* **WHAT TO PRODUCE**: Scan each line of the entries below for the word "marker" and count the ones where it appears. The answer is that number alone.

Stored data entries
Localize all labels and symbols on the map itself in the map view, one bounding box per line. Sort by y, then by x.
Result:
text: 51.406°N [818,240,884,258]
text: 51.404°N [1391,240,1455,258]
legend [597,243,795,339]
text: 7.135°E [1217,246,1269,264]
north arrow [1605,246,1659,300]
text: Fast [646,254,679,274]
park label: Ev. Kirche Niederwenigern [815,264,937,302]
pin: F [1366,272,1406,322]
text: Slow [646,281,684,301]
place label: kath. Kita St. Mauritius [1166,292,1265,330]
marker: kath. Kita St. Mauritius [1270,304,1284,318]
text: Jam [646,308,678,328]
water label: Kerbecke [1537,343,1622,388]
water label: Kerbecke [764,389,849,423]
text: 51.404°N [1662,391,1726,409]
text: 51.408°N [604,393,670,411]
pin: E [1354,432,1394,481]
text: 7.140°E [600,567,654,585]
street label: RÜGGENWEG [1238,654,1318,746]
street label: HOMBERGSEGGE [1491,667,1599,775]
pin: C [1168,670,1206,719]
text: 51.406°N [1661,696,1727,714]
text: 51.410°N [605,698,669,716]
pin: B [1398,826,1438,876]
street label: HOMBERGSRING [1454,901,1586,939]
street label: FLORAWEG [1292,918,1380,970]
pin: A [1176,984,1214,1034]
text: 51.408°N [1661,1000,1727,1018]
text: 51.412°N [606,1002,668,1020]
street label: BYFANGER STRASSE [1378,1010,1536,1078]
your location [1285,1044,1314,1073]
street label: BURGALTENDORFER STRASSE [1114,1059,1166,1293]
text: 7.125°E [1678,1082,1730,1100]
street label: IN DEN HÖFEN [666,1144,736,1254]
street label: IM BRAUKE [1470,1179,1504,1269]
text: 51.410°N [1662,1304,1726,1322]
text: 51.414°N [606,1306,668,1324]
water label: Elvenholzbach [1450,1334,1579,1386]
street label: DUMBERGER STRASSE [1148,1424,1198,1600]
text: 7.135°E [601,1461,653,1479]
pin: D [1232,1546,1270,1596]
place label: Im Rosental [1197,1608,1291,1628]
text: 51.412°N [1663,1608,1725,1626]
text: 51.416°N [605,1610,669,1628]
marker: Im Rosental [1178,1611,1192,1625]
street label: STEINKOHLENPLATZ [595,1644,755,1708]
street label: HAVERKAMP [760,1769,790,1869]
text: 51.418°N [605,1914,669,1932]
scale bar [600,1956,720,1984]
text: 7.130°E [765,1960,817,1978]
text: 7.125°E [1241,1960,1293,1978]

* **RESULT FOR THIS TASK**: 2